The challenge was organized to promote a healthy, non-polluting and sustainable means of transportation. Breakstone, White & Gluck supports this mission but hopes the Mass Commuter Challenge also highlights another important point: that as more bicycles take to the road, drivers and bicyclists must be more aware of each other for safety’s sake.

There are far too many bicycle accidents taking place on the roads today. In 2008, 716 bicyclists were killed across the country and an additional 52,000 were injured in traffic crashes, according to the National Highway Traffic Safety Administration. The NHTSA numbers show that 69 percent of bicycle accidents occured in urban areas and 28 percent of accidents occured between the hours of 5 p.m. and 9 p.m. The majority of the accidents occured in June (9 percent) and September (12 percent).

What Drivers Can Do to Improve Safety
The laws have changed significantly in the last year. Drivers have many more responsibilities to avoid injuring bicyclists. The first step is to be aware that you need to check twice for a cyclist.

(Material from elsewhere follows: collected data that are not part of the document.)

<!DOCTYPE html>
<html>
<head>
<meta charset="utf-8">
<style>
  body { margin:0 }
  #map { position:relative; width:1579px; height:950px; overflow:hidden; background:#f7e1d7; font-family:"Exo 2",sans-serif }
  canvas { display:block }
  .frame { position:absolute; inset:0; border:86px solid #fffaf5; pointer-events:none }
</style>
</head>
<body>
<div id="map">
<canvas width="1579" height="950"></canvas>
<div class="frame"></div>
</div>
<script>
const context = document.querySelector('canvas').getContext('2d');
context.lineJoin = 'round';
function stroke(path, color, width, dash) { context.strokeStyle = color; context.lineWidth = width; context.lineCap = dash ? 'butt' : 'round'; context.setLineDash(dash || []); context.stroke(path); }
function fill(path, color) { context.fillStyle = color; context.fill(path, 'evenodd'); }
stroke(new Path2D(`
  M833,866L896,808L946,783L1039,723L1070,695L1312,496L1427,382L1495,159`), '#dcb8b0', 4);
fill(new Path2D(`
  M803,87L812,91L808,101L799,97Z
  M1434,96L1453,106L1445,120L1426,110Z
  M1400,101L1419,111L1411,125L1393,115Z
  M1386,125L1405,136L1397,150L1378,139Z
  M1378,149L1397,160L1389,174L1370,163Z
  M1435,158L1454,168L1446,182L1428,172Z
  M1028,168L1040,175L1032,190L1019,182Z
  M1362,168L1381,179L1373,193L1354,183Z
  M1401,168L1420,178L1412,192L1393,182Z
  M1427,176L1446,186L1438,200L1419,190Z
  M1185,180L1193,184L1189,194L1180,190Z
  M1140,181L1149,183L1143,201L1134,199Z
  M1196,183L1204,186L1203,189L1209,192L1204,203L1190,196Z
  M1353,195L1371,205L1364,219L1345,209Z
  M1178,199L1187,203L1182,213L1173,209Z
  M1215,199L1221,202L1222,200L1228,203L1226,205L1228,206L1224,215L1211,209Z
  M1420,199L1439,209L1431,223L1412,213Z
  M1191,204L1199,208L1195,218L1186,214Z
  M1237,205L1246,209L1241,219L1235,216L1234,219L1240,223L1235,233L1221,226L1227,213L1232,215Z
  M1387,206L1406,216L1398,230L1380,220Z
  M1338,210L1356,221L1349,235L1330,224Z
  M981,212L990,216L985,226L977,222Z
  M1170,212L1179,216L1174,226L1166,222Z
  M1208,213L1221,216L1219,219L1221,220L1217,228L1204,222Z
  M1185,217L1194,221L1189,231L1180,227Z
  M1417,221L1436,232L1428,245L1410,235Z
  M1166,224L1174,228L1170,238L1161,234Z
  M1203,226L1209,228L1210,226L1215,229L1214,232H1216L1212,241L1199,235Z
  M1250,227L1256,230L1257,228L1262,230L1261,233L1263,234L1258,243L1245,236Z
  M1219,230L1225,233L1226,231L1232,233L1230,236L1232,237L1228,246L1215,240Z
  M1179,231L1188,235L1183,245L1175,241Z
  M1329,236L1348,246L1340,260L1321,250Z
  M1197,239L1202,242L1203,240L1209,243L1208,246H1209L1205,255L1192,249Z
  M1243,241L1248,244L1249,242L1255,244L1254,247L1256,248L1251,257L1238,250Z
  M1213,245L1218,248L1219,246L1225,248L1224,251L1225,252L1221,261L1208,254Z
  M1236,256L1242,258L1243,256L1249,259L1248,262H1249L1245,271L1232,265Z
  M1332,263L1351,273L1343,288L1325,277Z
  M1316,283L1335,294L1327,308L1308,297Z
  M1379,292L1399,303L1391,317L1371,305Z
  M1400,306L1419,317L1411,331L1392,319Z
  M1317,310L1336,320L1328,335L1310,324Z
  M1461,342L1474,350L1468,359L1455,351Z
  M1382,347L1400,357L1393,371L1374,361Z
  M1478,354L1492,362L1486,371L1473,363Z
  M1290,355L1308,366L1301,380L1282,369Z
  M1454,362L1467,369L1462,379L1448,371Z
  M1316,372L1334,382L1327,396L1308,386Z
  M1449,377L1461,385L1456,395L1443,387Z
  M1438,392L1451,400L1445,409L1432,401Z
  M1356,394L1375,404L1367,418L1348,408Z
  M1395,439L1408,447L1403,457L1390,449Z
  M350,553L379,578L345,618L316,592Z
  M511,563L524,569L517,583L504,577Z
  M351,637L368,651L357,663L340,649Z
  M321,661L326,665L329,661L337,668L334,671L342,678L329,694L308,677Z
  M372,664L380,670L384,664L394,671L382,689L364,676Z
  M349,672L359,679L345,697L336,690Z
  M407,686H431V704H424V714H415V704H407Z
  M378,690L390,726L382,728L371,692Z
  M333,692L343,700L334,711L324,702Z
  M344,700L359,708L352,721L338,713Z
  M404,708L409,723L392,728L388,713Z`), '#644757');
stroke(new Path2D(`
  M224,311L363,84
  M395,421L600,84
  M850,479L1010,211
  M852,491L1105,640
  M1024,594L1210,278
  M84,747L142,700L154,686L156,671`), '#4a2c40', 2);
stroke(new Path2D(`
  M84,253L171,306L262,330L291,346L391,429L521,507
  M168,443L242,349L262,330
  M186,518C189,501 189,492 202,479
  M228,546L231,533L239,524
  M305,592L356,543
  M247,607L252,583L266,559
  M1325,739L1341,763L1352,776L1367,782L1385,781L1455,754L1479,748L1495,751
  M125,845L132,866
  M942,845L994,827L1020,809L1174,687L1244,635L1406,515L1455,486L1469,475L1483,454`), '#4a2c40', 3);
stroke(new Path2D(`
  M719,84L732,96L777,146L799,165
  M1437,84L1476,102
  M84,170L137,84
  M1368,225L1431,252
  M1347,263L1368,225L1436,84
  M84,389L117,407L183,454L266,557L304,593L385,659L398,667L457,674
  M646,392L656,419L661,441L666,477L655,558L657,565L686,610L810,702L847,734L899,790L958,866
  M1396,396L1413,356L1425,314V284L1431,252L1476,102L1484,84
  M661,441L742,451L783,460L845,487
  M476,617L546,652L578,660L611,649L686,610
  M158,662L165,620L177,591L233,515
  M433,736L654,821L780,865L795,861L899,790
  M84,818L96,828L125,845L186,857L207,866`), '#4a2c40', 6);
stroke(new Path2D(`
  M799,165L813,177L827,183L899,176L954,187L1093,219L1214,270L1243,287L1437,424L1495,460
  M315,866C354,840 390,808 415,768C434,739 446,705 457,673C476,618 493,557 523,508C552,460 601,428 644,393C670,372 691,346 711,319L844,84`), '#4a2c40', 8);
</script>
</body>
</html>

When overtaking cyclists, you cannot turn right unless there is adequate room, and you must yield to on-coming cyclists when turning left. When passing, you must do so at a safe distance. And remember to pay attention even after you turn off your motor vehicle’s engine. Under Massachusetts bike safety laws, motorists and their passengers can be fined up to $100 for opening car and truck doors in the path of a bicyclist.

A final tip: Put down that cell phone and concentrate on the road!

What Bicyclists Can Do to Improve Safety
Bicyclists can remember that bright colored reflective clothing and helmets save lives. Massachusetts only requires individuals age 1 to 16 to wear helmets, but we advise adults to wear them as well to avoid head injuries. Cyclists must obey the same rules as automobiles when on pubic ways. One of the biggest causes of accidents to cyclists: traveling the wrong way on a one-way street.